Über drei Millionen Touristen flanieren jedes Jahr über die Promenade von Liberty Island. Rund zehn Minuten braucht man für die Umrundung zu Fuss. Fahrzeuge gibt es hier keine, nur mit der Fähre ist die kleine Insel vor New York City zu erreichen. Der Eintritt auf die Insel und Promenade ist frei. Aber her kommt nur, wer das kostenpflichtige Boot von der Südspitze Manhattans nimmt. Und nur 365 Besucher, die sich monatelang im Voraus angemeldet haben, werden täglich zur Krone hinauf gelassen – von wegen Freiheitsstatue.
Ein universelles Symbol
«Für die US-Amerikaner ist die 1886 eingeweihte Miss Liberty ein universelles Symbol», erklärt der Historiker Barry Moreno. Zum Beispiel für die Überlegenheit und Vollkommenheit der eigenen Demokratie. Sie würde bezeugen, dass die USA das liberalste Land der Welt seien und ihre Bürger den Nimbus der Einzigartigkeit besässen.
Wann immer Miss Liberty ideologisch gebraucht wurde, sagt Moreno verschmitzt, wurde sie von den politisch Mächtigen als Symbol eingesetzt: im Kampf gegen Mussolini, gegen Hitler und Stalin, gegen den japanischen Militarismus, gegen Totalitarismus und Kommunismus. Auch nach dem Terroranschlag vom 11. September sei die Freiheitsstatue instrumentalisiert worden, so wie nach Pearl Harbor oder dem D-Day.
Gesicht der Mutter, Körper der Geliebten
Die Idee, auf das kleine Eiland eine Promenade mit symbolträchtiger Frauenfigur zu stellen, hatte der französische Liberale Edouard de Laboulaye. 1865 beschlossen er und seine Partei, den Idealen der Freiheit mit einem symbolischen Geschenk an die Vereinigten Staaten zu huldigen – und damit gegen die Politik Napoleons III. zu protestieren.
Der Zeitpunkt war gut gewählt. Der Bürgerkrieg zwischen den Nord- und Südstaaten war vorbei, die Sklaverei abgeschafft, der hundertste Geburtstag der jungen US-amerikanischen Nation stand bevor. Zunächst dachte man an eine Geschenkmünze aus Gold, aber bald war daraus ein Riesendenkmal aus Kupfer und Stahl geworden. Die Idee der Freiheitsstatue war geboren.
Ein Geschenk von Freimaurern
Frederic Auguste Bartholdi aus Colmar im Elsass wurde damit beauftragt, eine mächtige Statue nach der Art des Koloss von Rhodos zu schaffen. Er konzipierte eine Dame von 46 Metern Höhe. Für das Gesicht diente ihm seine alleinerziehende Mutter als Modell, für den Körper seine Geliebte.

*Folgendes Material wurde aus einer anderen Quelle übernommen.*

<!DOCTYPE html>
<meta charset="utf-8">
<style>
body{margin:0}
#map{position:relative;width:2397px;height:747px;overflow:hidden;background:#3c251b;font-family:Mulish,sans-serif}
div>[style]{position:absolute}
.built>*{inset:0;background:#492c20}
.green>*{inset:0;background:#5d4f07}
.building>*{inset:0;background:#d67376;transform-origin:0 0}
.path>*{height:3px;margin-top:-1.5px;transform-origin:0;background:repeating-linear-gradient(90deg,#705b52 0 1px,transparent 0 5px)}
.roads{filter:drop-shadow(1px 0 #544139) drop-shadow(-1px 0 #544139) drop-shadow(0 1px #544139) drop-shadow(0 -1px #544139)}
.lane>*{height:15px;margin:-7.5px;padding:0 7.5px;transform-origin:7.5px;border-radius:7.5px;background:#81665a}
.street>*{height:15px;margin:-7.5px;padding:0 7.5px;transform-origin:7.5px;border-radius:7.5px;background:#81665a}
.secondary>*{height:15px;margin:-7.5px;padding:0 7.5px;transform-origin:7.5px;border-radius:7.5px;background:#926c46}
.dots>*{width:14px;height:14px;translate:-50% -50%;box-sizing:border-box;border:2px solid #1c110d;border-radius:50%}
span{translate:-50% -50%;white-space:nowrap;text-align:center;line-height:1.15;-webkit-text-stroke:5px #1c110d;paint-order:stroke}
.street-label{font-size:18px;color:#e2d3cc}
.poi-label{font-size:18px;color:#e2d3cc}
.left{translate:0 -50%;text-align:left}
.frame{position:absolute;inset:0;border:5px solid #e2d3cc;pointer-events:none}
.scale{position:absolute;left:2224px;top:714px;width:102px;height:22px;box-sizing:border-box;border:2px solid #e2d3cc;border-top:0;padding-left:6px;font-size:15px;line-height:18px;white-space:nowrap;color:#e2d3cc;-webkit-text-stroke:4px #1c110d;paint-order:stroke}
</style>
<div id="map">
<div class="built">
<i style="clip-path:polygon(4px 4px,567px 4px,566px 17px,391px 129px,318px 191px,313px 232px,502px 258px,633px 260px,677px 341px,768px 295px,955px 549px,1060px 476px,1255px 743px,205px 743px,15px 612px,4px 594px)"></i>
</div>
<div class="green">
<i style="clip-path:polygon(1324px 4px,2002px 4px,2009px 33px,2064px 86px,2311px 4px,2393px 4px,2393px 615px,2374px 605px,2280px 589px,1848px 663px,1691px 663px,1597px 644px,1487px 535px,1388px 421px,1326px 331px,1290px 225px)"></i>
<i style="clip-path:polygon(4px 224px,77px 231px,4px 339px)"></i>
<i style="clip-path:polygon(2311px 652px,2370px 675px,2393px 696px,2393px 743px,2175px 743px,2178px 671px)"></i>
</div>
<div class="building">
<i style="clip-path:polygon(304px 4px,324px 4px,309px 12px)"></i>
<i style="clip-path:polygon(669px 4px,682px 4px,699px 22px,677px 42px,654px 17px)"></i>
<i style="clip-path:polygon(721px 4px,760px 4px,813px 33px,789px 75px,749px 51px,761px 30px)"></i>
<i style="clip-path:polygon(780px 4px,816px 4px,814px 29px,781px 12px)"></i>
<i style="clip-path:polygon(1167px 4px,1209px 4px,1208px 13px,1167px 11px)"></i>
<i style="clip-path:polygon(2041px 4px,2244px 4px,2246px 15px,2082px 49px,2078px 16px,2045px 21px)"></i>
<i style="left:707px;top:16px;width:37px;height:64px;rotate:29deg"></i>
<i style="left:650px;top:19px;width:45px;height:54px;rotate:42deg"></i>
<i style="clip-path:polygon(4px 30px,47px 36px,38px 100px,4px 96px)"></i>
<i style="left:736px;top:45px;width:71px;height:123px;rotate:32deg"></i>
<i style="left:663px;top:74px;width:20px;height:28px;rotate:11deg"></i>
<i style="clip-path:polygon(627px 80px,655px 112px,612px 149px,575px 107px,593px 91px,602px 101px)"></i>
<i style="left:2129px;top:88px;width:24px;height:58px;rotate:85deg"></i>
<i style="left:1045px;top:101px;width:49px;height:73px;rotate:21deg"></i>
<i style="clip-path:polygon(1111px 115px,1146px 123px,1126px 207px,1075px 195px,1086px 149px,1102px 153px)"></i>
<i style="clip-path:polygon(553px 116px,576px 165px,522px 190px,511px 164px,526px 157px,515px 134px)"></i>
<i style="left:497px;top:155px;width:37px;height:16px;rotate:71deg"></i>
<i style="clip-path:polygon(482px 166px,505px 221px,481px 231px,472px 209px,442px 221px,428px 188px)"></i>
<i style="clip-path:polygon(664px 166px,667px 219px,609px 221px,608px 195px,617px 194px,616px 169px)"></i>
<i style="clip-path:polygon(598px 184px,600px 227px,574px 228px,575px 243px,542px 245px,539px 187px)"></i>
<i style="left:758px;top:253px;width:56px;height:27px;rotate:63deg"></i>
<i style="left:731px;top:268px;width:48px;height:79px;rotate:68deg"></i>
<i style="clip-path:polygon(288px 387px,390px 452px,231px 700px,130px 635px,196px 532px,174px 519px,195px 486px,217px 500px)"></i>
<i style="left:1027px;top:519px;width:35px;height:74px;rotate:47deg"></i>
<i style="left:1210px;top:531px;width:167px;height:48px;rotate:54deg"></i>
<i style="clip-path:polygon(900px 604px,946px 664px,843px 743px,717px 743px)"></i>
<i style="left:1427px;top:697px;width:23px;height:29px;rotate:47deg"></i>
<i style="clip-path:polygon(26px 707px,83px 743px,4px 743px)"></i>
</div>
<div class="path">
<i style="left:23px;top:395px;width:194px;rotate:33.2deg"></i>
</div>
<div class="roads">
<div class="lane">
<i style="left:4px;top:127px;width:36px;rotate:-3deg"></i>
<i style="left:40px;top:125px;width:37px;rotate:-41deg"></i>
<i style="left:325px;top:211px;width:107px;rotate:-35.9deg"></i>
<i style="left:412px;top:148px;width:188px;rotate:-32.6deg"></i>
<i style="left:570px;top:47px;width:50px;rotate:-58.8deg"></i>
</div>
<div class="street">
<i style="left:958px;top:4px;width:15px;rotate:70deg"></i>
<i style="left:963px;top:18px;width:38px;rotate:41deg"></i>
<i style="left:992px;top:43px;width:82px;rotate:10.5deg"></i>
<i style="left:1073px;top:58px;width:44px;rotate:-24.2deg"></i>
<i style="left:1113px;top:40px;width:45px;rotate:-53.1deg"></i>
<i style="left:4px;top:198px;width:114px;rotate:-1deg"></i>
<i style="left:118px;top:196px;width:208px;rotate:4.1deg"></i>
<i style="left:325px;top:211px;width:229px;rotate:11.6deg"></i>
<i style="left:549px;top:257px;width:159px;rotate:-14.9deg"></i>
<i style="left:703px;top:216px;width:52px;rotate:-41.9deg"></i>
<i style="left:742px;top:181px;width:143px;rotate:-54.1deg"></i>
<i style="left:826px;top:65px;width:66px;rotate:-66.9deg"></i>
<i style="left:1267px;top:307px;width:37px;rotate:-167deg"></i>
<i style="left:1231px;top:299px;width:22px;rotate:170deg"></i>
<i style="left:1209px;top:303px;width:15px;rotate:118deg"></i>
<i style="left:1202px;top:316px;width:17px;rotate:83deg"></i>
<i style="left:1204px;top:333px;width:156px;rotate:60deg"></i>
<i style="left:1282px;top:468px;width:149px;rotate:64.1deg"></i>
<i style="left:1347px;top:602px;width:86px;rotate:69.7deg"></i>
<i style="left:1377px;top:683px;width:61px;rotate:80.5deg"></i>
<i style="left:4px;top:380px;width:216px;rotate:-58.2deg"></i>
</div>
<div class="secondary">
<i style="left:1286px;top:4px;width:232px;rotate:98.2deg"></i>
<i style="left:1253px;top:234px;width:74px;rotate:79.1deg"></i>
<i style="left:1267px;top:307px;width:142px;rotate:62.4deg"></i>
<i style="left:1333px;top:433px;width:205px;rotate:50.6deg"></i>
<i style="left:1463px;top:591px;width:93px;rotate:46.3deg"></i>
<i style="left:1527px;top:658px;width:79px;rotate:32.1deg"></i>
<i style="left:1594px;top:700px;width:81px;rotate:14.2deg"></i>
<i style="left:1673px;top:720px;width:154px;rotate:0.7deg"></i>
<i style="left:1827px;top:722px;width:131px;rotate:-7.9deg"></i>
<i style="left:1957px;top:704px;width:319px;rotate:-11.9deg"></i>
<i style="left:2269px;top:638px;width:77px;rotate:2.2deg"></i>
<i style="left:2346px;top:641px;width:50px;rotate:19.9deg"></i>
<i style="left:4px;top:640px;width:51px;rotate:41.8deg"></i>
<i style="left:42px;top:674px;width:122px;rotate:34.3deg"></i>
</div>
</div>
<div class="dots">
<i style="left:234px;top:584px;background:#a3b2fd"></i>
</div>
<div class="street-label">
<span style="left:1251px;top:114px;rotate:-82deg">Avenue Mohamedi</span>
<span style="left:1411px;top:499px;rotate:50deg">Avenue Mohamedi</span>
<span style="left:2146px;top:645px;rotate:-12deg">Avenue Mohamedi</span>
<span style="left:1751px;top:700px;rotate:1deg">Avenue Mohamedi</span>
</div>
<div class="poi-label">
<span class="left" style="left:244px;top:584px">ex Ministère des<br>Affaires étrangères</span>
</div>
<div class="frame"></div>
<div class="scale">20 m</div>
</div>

Aber diese Geschichte kennen gemäss Moreno nur wenige: «Viele Besucher wissen nicht, dass die Freiheitsstatue vor allem den Freimaurern und ihrer Unterstützung zu verdanken ist. Manche Leute denken, dass Miss Liberty für die Emigranten gebaut wurde, die nach Amerika kamen». Aber das sei ebenso falsch wie die Annahme, sie sei ein Mahnmal für das Ende der Sklaverei in den USA.
Sicherheitsschleusen und Souvenirläden
Unmittelbar nach den Terroranschlägen vom 11. September wurde Liberty Island gesperrt. Zwar durfte die Insel schon wenige Wochen wieder betreten werden, doch die bronzegrüne Dame blieb jahrelang ein No-go-Bereich für die Öffentlichkeit – aus Sicherheitsgründen, wie es offiziell hiess. Schliesslich wurde der Zugang zum Sockel der Miss Liberty am 3. August 2004 wieder freigegeben, ab 2009 auch der Zugang zur Statue.
Seit dem 4. Juli 2013 ist die 93 Meter hohe Touristenattraktion nach einigen Restaurierungen feuerfest und bombensicher. Wer unter den Füssen der Freiheitsgöttin das neue Museum besuchen will, muss Sicherheitsschleusen mit modernster Technik passieren. Ringsherum: Fastfood Restaurant, Museumsshop, Andenkenladen mit billigen T-Shirts, Kaffeetassen, Plastikfreiheitsinseln, Stars-and-Stripes-Fähnchen.
Die Statue werde von allen instrumentalisiert, von Konservativen, Liberalen, Radikalen, und sie werde für kommerzielle und gewerbliche Zwecke benutzt, so Moreno. Was das aus Miss Liberty macht? «Miss Liberty ist heute ein leeres Symbol, nicht nur weil sie im Innern hohl ist.»